* _About this exercise_
Go through the records below and return each line that has "stream" in it.

* _Dataset content_
------------------------------

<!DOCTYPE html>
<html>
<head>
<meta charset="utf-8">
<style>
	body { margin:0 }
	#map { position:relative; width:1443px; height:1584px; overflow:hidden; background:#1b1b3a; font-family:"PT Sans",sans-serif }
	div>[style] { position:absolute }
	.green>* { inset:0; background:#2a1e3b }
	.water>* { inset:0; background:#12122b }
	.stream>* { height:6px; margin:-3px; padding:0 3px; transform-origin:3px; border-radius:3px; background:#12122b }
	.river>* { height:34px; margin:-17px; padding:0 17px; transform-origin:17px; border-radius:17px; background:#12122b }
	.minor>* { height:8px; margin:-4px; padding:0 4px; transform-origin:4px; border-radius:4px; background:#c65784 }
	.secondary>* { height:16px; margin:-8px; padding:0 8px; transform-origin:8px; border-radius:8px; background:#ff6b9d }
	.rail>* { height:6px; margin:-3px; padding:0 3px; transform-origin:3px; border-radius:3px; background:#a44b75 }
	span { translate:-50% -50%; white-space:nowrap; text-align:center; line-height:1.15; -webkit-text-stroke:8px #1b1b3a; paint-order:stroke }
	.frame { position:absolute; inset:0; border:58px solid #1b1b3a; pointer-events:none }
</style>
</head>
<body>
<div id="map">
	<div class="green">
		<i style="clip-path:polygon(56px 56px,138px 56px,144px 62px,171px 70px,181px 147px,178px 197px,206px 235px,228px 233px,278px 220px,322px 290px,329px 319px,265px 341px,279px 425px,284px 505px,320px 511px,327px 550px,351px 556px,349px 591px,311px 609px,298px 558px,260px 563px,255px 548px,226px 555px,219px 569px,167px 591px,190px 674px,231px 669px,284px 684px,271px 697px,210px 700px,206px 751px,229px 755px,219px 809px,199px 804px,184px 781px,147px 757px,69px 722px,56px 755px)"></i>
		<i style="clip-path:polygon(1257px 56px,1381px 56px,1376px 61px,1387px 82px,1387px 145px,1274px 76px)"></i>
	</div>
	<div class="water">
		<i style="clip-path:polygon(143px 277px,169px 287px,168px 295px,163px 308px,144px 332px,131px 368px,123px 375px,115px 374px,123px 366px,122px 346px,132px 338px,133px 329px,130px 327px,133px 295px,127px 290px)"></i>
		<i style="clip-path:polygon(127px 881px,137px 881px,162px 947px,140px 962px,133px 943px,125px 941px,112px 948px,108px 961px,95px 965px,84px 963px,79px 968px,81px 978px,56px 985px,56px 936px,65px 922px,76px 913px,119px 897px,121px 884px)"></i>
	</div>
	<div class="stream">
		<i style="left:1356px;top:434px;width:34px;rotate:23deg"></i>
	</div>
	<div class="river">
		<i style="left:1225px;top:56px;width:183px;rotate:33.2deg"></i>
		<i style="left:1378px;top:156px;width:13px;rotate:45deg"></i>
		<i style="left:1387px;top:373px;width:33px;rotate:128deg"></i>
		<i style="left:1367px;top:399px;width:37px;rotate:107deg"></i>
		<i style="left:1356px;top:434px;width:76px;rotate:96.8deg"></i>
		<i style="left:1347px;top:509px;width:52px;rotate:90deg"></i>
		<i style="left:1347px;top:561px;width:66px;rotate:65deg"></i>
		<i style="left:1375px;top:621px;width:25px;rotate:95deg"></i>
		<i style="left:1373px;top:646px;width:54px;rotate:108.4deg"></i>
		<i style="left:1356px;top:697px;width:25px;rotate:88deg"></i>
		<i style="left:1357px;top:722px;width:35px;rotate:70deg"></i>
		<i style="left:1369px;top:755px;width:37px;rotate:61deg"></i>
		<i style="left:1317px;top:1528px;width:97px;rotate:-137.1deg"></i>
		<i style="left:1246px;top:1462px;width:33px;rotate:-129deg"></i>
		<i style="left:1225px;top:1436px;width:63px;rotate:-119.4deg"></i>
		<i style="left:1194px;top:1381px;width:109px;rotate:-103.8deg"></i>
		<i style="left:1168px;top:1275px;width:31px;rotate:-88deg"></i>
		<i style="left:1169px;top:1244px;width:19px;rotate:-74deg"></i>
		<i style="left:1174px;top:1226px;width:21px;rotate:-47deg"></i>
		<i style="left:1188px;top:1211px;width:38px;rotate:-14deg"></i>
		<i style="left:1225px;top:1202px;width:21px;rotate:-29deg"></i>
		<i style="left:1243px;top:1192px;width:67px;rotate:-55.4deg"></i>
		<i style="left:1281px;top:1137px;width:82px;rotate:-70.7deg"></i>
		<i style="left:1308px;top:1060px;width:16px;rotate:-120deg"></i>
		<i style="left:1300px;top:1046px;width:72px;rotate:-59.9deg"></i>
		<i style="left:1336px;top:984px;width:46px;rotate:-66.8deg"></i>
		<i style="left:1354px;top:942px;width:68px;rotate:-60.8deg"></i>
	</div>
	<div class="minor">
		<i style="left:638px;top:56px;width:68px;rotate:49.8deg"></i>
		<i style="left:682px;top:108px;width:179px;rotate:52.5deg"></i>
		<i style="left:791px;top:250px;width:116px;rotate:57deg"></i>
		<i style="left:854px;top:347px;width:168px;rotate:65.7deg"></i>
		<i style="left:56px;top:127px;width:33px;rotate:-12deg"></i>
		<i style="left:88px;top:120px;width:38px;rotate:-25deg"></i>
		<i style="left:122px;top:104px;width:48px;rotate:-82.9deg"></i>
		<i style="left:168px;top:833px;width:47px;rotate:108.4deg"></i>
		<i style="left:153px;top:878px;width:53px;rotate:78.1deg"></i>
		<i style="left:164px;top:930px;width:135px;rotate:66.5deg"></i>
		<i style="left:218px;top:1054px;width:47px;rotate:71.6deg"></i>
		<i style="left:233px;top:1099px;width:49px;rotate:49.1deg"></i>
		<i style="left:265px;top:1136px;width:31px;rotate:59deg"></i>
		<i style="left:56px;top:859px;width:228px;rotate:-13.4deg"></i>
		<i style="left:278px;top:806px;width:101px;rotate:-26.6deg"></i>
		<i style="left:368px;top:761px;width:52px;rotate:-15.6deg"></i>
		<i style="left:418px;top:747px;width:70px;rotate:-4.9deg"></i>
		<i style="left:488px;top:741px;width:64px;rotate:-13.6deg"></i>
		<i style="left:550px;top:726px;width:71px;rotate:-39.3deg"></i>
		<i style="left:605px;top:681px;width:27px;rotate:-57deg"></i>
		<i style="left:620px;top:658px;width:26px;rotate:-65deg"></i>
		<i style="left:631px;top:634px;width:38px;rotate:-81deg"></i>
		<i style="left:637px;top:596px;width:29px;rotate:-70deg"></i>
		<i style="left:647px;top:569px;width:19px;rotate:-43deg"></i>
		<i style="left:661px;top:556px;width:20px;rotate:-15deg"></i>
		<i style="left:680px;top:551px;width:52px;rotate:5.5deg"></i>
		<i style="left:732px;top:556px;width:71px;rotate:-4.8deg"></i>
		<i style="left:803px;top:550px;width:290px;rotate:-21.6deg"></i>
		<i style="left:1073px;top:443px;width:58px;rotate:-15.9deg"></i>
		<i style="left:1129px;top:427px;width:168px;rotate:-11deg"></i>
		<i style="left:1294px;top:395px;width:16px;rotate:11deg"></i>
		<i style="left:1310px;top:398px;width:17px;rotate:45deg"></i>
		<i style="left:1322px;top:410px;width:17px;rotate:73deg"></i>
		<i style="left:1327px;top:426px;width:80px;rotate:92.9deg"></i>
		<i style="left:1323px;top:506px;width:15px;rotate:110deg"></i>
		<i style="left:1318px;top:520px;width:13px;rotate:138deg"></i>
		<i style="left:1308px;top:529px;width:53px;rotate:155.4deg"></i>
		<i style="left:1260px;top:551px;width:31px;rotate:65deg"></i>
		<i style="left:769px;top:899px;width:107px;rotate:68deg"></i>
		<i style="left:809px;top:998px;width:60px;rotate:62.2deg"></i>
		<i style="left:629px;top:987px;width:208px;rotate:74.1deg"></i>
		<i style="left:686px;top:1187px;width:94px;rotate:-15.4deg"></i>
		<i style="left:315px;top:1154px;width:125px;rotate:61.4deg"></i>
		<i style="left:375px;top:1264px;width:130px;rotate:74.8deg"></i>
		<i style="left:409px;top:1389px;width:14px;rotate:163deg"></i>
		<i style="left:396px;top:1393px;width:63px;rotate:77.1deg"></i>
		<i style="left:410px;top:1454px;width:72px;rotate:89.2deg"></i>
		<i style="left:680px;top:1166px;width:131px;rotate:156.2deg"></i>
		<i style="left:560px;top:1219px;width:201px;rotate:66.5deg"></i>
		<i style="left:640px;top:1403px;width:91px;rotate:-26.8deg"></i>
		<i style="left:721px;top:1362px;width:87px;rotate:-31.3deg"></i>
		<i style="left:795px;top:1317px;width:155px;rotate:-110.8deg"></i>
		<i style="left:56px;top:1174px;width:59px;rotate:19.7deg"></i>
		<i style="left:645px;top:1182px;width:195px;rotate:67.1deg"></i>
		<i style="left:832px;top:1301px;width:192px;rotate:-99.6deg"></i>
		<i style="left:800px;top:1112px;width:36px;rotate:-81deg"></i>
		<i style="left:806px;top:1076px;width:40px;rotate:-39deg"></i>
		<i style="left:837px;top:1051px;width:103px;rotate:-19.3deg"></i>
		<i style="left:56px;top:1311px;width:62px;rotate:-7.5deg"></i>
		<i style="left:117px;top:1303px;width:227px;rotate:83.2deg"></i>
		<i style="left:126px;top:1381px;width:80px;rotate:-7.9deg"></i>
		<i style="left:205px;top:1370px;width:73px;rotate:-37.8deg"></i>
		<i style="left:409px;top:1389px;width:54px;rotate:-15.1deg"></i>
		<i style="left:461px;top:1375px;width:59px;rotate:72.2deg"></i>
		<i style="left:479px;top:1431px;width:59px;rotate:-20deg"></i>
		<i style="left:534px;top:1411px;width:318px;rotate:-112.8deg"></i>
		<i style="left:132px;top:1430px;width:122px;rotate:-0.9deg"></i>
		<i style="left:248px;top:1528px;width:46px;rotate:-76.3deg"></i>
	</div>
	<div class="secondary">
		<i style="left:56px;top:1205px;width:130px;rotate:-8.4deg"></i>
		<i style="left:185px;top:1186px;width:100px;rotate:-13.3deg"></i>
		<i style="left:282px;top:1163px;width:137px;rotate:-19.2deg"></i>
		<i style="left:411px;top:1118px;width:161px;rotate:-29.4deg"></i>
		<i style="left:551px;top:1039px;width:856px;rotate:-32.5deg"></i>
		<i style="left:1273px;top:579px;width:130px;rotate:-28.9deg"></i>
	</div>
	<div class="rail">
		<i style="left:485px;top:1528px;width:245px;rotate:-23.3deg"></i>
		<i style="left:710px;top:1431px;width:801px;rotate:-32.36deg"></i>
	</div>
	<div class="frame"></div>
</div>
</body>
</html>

------------------------------

* _Answer to the problem_
	.stream>* { height:6px; margin:-3px; padding:0 3px; transform-origin:3px; border-radius:3px; background:#12122b }
	<div class="stream">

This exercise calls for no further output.